■ Brief
Output the data in full. Keep every entry exactly as written.

━━ Given records

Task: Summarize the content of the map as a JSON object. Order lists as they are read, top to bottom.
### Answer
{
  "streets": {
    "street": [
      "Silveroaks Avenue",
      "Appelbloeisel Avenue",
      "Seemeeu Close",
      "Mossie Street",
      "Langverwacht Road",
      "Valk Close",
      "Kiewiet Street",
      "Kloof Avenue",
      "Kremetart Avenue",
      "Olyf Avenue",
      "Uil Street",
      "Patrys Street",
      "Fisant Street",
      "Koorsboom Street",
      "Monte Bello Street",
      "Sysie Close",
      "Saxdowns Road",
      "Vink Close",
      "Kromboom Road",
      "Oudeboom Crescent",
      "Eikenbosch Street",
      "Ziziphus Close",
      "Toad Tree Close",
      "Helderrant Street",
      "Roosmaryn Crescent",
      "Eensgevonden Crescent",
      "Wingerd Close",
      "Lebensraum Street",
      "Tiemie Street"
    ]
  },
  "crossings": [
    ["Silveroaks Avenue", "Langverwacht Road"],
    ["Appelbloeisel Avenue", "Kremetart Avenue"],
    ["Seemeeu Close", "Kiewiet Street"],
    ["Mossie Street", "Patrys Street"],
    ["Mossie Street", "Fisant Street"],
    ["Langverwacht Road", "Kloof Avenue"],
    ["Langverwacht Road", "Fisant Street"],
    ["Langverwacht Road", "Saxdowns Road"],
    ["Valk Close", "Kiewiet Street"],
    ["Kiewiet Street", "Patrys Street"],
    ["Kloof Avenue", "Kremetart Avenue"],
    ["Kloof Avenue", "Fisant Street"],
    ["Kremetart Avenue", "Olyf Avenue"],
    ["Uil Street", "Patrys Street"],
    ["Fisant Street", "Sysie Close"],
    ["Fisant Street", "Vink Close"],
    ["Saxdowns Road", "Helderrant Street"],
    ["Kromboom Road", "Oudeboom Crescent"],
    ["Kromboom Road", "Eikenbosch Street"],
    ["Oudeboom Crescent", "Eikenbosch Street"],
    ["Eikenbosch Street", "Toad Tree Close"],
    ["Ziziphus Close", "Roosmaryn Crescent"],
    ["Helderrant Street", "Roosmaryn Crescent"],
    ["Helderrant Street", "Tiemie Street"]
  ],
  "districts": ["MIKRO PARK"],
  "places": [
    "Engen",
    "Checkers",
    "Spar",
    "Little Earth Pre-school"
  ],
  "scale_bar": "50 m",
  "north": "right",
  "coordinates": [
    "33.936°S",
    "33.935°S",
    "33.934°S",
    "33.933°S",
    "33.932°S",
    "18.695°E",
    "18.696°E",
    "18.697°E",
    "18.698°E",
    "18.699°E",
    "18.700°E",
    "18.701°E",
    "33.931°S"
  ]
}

━━━━

■ Exercise output
Task: Summarize the content of the map as a JSON object. Order lists as they are read, top to bottom.
### Answer
{
  "streets": {
    "street": [
      "Silveroaks Avenue",
      "Appelbloeisel Avenue",
      "Seemeeu Close",
      "Mossie Street",
      "Langverwacht Road",
      "Valk Close",
      "Kiewiet Street",
      "Kloof Avenue",
      "Kremetart Avenue",
      "Olyf Avenue",
      "Uil Street",
      "Patrys Street",
      "Fisant Street",
      "Koorsboom Street",
      "Monte Bello Street",
      "Sysie Close",
      "Saxdowns Road",
      "Vink Close",
      "Kromboom Road",
      "Oudeboom Crescent",
      "Eikenbosch Street",
      "Ziziphus Close",
      "Toad Tree Close",
      "Helderrant Street",
      "Roosmaryn Crescent",
      "Eensgevonden Crescent",
      "Wingerd Close",
      "Lebensraum Street",
      "Tiemie Street"
    ]
  },
  "crossings": [
    ["Silveroaks Avenue", "Langverwacht Road"],
    ["Appelbloeisel Avenue", "Kremetart Avenue"],
    ["Seemeeu Close", "Kiewiet Street"],
    ["Mossie Street", "Patrys Street"],
    ["Mossie Street", "Fisant Street"],
    ["Langverwacht Road", "Kloof Avenue"],
    ["Langverwacht Road", "Fisant Street"],
    ["Langverwacht Road", "Saxdowns Road"],
    ["Valk Close", "Kiewiet Street"],
    ["Kiewiet Street", "Patrys Street"],
    ["Kloof Avenue", "Kremetart Avenue"],
    ["Kloof Avenue", "Fisant Street"],
    ["Kremetart Avenue", "Olyf Avenue"],
    ["Uil Street", "Patrys Street"],
    ["Fisant Street", "Sysie Close"],
    ["Fisant Street", "Vink Close"],
    ["Saxdowns Road", "Helderrant Street"],
    ["Kromboom Road", "Oudeboom Crescent"],
    ["Kromboom Road", "Eikenbosch Street"],
    ["Oudeboom Crescent", "Eikenbosch Street"],
    ["Eikenbosch Street", "Toad Tree Close"],
    ["Ziziphus Close", "Roosmaryn Crescent"],
    ["Helderrant Street", "Roosmaryn Crescent"],
    ["Helderrant Street", "Tiemie Street"]
  ],
  "districts": ["MIKRO PARK"],
  "places": [
    "Engen",
    "Checkers",
    "Spar",
    "Little Earth Pre-school"
  ],
  "scale_bar": "50 m",
  "north": "right",
  "coordinates": [
    "33.936°S",
    "33.935°S",
    "33.934°S",
    "33.933°S",
    "33.932°S",
    "18.695°E",
    "18.696°E",
    "18.697°E",
    "18.698°E",
    "18.699°E",
    "18.700°E",
    "18.701°E",
    "33.931°S"
  ]
}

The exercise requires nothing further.